Write out the following listing's lines from the one with "c.lineCap = dash ? 'butt' : 'round';" to the one with "[446,769,520,768,507,33,528,20]", exactly, with both included and no others.

········

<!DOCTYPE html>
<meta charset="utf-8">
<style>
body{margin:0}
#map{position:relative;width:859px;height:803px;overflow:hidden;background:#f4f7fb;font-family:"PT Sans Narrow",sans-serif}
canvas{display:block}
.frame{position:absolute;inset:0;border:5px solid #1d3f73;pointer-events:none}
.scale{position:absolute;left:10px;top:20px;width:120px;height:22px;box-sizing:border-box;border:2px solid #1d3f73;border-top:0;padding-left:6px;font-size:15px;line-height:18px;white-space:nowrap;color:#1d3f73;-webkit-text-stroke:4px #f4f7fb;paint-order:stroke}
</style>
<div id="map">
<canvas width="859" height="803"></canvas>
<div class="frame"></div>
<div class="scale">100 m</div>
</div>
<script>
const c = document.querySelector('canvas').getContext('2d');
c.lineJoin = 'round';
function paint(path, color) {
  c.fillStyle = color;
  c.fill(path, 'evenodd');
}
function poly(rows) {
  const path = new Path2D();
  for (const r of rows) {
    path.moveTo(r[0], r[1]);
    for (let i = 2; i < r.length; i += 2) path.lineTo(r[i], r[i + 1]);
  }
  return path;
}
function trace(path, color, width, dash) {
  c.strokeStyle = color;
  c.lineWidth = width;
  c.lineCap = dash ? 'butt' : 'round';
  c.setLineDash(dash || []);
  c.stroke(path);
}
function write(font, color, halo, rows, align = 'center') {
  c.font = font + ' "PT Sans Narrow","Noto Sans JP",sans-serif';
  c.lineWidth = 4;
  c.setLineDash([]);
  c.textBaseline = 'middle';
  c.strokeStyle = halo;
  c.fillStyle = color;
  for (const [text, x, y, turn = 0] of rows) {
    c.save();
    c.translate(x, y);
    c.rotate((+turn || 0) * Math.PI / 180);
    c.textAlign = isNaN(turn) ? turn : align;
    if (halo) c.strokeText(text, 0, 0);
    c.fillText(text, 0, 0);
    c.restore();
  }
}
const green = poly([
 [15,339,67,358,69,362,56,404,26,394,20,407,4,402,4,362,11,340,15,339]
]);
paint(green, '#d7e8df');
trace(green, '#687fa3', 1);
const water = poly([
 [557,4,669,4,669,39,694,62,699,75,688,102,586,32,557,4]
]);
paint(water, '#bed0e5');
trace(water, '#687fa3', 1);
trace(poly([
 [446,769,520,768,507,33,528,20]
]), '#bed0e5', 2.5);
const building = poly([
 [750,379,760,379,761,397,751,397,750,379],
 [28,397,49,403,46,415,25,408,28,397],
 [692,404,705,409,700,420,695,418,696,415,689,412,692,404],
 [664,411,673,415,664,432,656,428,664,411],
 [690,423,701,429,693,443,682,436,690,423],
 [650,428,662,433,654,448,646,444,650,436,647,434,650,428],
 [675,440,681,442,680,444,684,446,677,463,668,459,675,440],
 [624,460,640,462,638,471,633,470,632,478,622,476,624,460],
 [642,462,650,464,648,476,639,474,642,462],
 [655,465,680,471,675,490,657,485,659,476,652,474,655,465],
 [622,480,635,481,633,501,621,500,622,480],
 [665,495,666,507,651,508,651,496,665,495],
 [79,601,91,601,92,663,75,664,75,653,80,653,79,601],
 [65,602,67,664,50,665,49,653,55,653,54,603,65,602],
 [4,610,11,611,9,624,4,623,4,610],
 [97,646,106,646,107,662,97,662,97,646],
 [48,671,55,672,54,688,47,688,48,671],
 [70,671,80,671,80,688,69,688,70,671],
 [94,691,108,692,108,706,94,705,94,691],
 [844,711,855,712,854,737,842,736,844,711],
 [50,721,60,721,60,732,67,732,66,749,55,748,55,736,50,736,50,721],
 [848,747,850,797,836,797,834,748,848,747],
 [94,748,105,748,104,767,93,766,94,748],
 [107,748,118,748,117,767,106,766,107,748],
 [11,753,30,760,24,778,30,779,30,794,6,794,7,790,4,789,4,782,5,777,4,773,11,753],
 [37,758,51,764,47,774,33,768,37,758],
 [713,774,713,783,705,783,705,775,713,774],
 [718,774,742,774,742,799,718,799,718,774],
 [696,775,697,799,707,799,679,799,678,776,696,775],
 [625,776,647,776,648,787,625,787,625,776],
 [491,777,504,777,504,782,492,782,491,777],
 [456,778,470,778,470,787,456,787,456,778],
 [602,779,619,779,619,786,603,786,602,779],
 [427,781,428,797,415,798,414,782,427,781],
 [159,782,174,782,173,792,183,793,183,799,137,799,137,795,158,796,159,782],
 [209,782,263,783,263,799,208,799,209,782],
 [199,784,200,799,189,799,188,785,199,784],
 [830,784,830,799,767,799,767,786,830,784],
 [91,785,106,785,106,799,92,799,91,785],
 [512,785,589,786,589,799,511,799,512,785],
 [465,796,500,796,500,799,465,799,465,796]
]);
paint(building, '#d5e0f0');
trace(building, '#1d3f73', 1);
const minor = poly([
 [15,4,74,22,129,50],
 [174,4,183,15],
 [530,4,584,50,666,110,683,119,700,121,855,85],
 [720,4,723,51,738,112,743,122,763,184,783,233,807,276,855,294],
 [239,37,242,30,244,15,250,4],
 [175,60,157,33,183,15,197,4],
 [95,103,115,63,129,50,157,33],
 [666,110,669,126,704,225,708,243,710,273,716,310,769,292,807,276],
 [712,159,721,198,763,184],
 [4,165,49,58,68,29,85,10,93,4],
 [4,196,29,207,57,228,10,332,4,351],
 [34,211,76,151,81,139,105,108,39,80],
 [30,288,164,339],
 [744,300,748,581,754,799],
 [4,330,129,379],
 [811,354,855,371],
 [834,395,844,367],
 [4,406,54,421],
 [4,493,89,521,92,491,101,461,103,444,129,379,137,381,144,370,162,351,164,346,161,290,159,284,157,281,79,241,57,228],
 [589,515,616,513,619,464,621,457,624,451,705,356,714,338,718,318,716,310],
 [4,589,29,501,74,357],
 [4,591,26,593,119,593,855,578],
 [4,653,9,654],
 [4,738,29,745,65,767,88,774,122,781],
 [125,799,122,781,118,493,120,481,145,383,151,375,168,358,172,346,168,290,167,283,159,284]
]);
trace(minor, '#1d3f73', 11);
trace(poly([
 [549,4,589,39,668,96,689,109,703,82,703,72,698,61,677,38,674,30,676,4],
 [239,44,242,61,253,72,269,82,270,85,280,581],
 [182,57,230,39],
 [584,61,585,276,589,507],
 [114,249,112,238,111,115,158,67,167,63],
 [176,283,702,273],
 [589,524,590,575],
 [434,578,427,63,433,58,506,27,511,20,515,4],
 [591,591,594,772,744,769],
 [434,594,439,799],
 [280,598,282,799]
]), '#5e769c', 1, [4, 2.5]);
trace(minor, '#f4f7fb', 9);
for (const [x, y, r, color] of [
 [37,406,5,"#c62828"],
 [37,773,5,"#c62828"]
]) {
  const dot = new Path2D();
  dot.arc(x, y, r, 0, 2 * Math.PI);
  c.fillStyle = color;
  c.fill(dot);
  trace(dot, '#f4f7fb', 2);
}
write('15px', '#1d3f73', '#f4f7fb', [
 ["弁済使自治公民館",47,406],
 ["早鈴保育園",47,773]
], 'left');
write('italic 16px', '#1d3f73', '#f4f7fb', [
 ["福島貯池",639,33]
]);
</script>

········

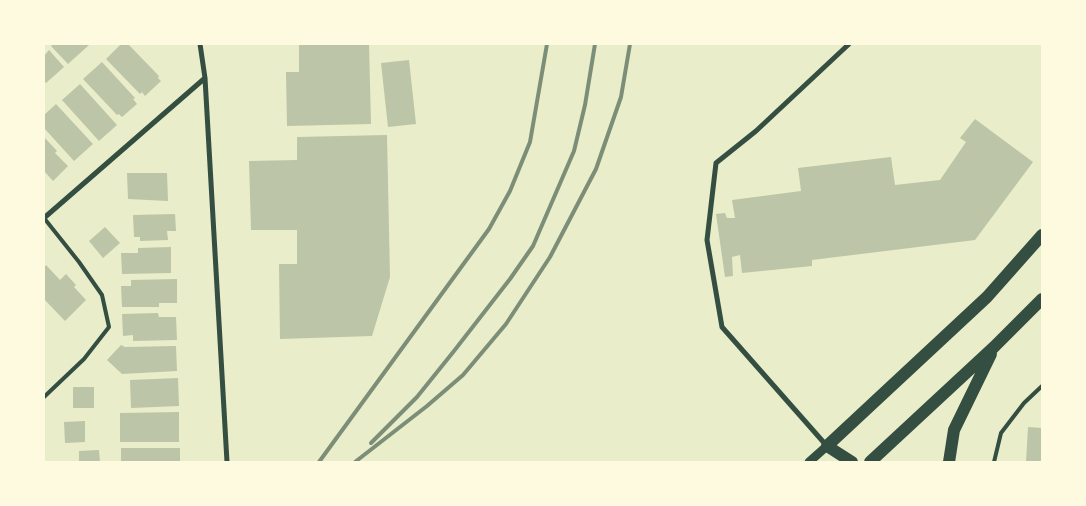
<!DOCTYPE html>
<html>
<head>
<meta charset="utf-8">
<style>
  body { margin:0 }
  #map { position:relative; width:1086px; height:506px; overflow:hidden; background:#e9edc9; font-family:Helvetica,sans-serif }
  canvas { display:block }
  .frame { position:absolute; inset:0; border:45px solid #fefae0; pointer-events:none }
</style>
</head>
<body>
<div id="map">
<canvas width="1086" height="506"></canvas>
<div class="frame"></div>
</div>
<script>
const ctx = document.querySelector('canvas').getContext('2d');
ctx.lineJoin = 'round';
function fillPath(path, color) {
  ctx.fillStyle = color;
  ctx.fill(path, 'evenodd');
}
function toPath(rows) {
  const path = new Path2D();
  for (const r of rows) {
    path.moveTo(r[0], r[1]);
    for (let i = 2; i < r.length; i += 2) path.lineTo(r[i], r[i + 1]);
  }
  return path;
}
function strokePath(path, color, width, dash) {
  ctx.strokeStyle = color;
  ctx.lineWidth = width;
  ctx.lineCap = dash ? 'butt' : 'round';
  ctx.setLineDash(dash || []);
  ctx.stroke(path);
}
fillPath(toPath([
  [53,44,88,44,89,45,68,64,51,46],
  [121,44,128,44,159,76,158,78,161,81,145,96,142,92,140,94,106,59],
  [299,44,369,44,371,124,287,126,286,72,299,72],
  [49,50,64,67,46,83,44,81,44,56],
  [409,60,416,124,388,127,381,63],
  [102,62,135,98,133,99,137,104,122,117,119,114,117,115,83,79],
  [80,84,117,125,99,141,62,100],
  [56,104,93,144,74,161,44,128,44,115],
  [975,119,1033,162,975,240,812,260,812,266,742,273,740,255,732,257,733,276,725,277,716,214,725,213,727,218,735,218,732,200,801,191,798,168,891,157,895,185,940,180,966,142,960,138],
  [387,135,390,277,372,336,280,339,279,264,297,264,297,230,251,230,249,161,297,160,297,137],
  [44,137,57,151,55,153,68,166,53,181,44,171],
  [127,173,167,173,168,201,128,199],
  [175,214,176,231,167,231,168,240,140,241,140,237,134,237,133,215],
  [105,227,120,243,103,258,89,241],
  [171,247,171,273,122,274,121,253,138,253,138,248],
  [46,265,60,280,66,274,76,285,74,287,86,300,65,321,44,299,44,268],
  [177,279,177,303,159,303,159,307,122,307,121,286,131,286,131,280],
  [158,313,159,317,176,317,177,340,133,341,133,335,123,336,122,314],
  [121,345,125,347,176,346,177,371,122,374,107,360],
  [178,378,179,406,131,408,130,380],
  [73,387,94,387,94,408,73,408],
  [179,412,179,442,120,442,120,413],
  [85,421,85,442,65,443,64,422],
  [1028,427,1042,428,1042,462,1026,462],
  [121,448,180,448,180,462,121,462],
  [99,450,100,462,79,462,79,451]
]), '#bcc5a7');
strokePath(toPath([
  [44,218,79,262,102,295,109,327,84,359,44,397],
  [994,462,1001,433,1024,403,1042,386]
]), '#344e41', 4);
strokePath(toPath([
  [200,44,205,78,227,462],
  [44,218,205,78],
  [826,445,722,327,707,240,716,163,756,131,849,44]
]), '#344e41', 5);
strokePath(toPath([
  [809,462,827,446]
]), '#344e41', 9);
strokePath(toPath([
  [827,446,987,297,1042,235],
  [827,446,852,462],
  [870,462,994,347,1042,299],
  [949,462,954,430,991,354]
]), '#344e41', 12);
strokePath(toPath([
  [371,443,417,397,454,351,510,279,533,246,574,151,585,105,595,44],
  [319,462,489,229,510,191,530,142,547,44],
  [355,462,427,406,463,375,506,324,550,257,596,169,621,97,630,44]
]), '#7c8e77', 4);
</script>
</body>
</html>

········

Output of the task:
  c.lineCap = dash ? 'butt' : 'round';
  c.setLineDash(dash || []);
  c.stroke(path);
}
function write(font, color, halo, rows, align = 'center') {
  c.font = font + ' "PT Sans Narrow","Noto Sans JP",sans-serif';
  c.lineWidth = 4;
  c.setLineDash([]);
  c.textBaseline = 'middle';
  c.strokeStyle = halo;
  c.fillStyle = color;
  for (const [text, x, y, turn = 0] of rows) {
    c.save();
    c.translate(x, y);
    c.rotate((+turn || 0) * Math.PI / 180);
    c.textAlign = isNaN(turn) ? turn : align;
    if (halo) c.strokeText(text, 0, 0);
    c.fillText(text, 0, 0);
    c.restore();
  }
}
const green = poly([
 [15,339,67,358,69,362,56,404,26,394,20,407,4,402,4,362,11,340,15,339]
]);
paint(green, '#d7e8df');
trace(green, '#687fa3', 1);
const water = poly([
 [557,4,669,4,669,39,694,62,699,75,688,102,586,32,557,4]
]);
paint(water, '#bed0e5');
trace(water, '#687fa3', 1);
trace(poly([
 [446,769,520,768,507,33,528,20]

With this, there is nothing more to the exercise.